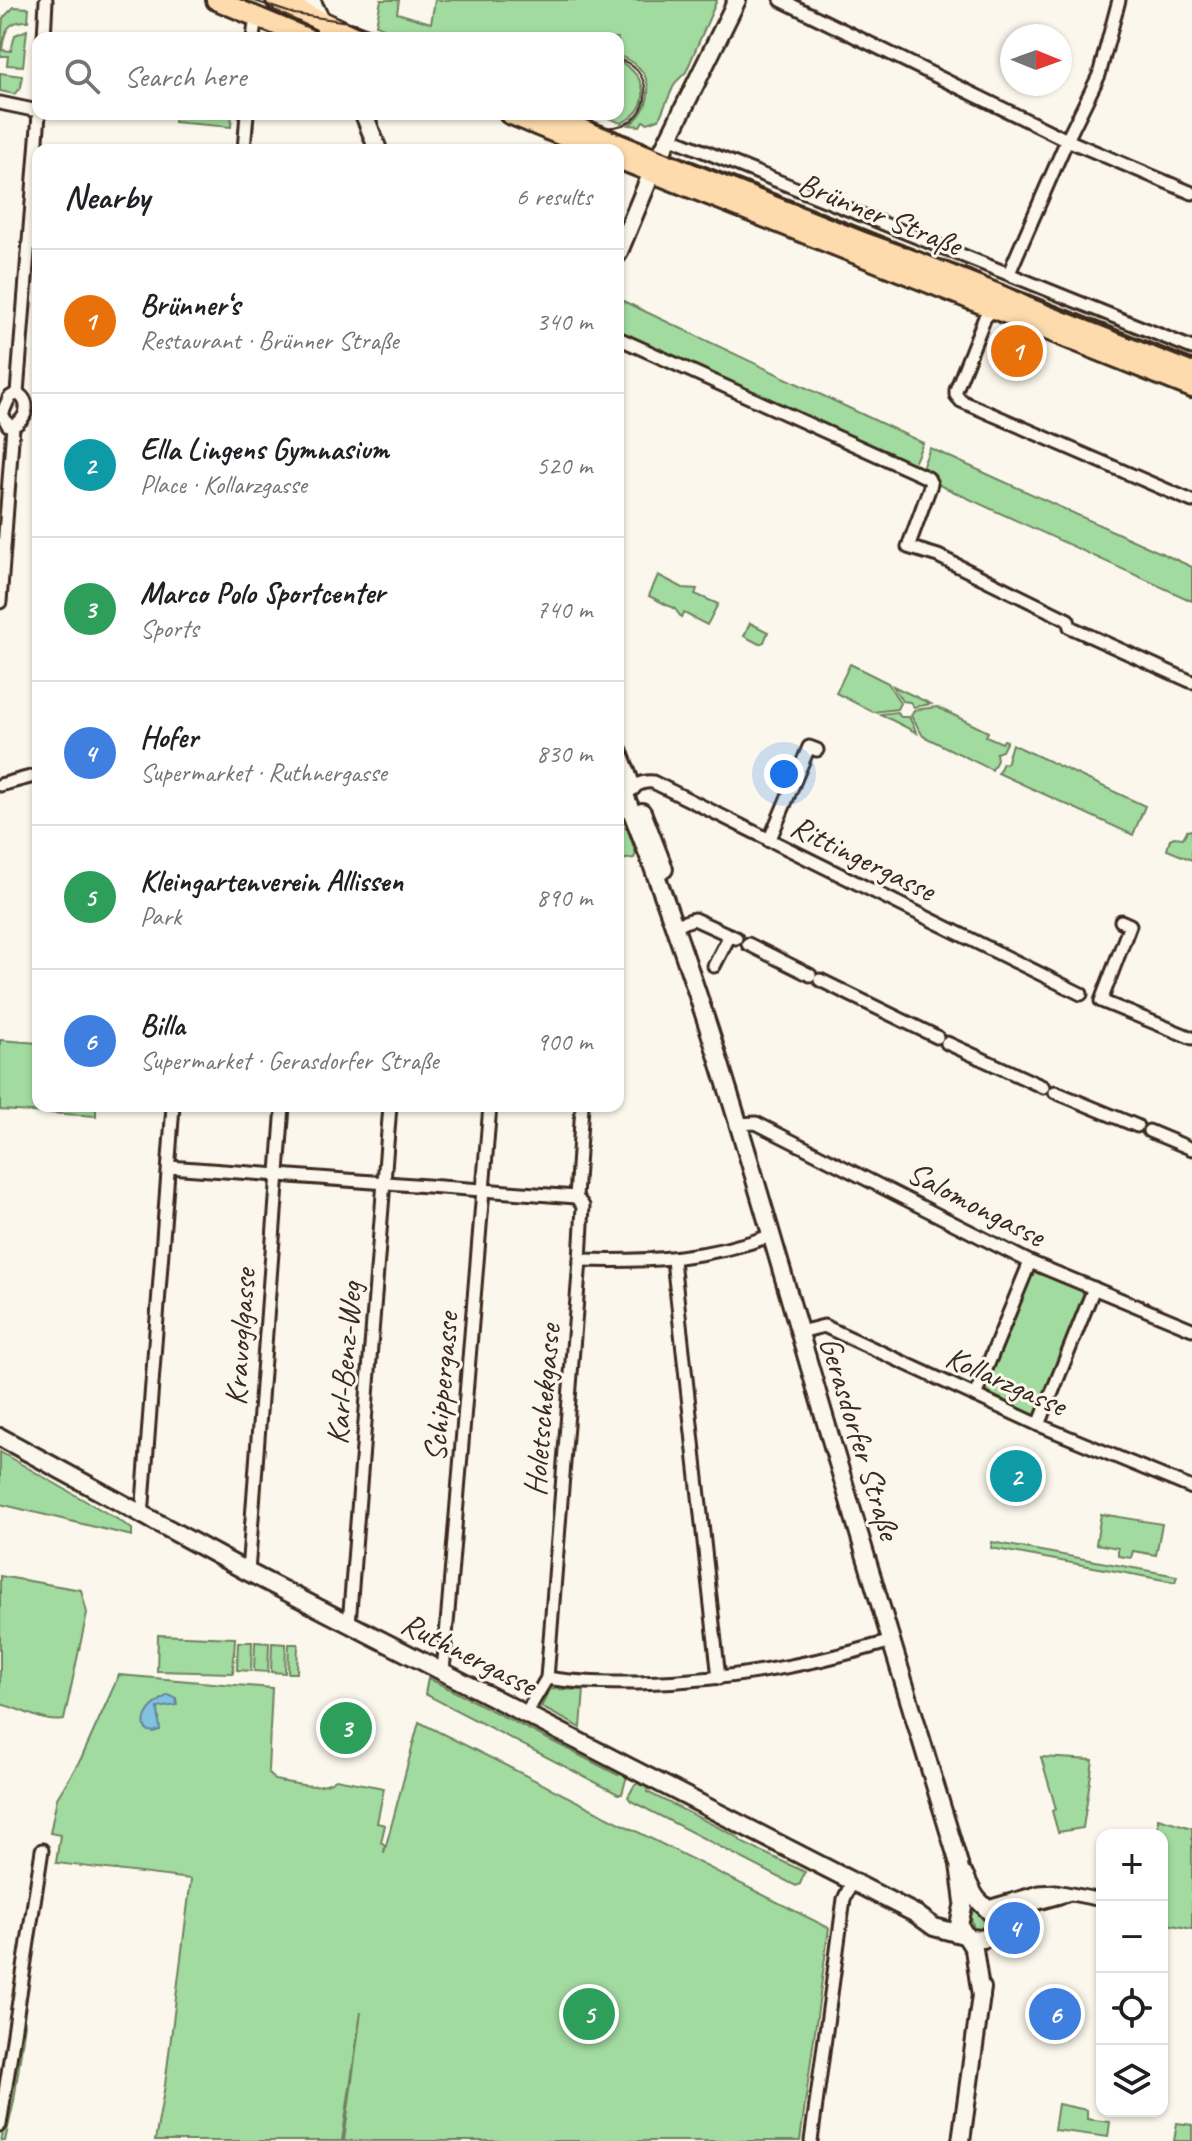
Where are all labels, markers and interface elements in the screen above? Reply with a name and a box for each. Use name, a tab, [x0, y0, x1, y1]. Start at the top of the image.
north arrow	[1000, 24, 1072, 96]
search box	[32, 32, 624, 120]
icon: search	[60, 54, 104, 98]
text: Search here	[124, 57, 246, 95]
street label: Brünner Straße	[792, 163, 970, 266]
text: Nearby	[64, 175, 150, 218]
text: 6 results	[516, 180, 592, 213]
text: Brünner‘s	[140, 286, 240, 324]
text: 1	[84, 305, 96, 338]
text: 340 m	[536, 305, 592, 338]
pin: 1	[991, 321, 1043, 381]
text: Restaurant · Brünner Straße	[140, 324, 399, 357]
text: Ella Lingens Gymnasium	[140, 430, 389, 468]
text: 2	[84, 449, 96, 482]
text: 520 m	[536, 449, 592, 482]
text: Place · Kollarzgasse	[140, 468, 307, 501]
text: Marco Polo Sportcenter	[140, 574, 385, 612]
text: 3	[84, 593, 96, 626]
text: 740 m	[536, 593, 592, 626]
text: Sports	[140, 612, 198, 645]
text: Hofer	[140, 718, 198, 756]
text: 4	[84, 737, 96, 770]
text: 830 m	[536, 737, 592, 770]
your location	[764, 754, 804, 794]
text: Supermarket · Ruthnergasse	[140, 756, 387, 789]
street label: Rittingergasse	[784, 805, 944, 912]
text: Kleingartenverein Allissen	[140, 862, 403, 900]
text: 5	[84, 881, 96, 914]
text: 890 m	[536, 881, 592, 914]
text: Park	[140, 900, 181, 933]
text: Billa	[140, 1006, 185, 1044]
text: 6	[84, 1025, 96, 1058]
text: 900 m	[536, 1025, 592, 1058]
text: Supermarket · Gerasdorfer Straße	[140, 1044, 438, 1077]
street label: Salomongasse	[900, 1152, 1054, 1257]
street label: Kravoglgasse	[215, 1265, 265, 1407]
street label: Karl-Benz-Weg	[316, 1278, 372, 1446]
street label: Schippergasse	[414, 1308, 468, 1463]
street label: Holetschekgasse	[514, 1320, 570, 1498]
street label: Gerasdorfer Straße	[810, 1332, 911, 1547]
street label: Kollarzgasse	[939, 1336, 1075, 1427]
pin: 2	[990, 1446, 1042, 1506]
street label: Ruthnergasse	[395, 1603, 546, 1707]
pin: 3	[320, 1698, 372, 1758]
map controls	[1096, 1829, 1168, 2117]
button: +	[1096, 1829, 1168, 1901]
pin: 4	[988, 1898, 1040, 1958]
button: −	[1096, 1901, 1168, 1973]
button: locate	[1096, 1973, 1168, 2045]
pin: 5	[563, 1984, 615, 2044]
pin: 6	[1029, 1984, 1081, 2044]
button: layers	[1096, 2045, 1168, 2117]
== == ==
Some lines contain the word "Supermarket". Pull each one out of the listing.

ANSWER TO THIS PROBLEM
text: Supermarket · Ruthnergasse	[140, 756, 387, 789]
text: Supermarket · Gerasdorfer Straße	[140, 1044, 438, 1077]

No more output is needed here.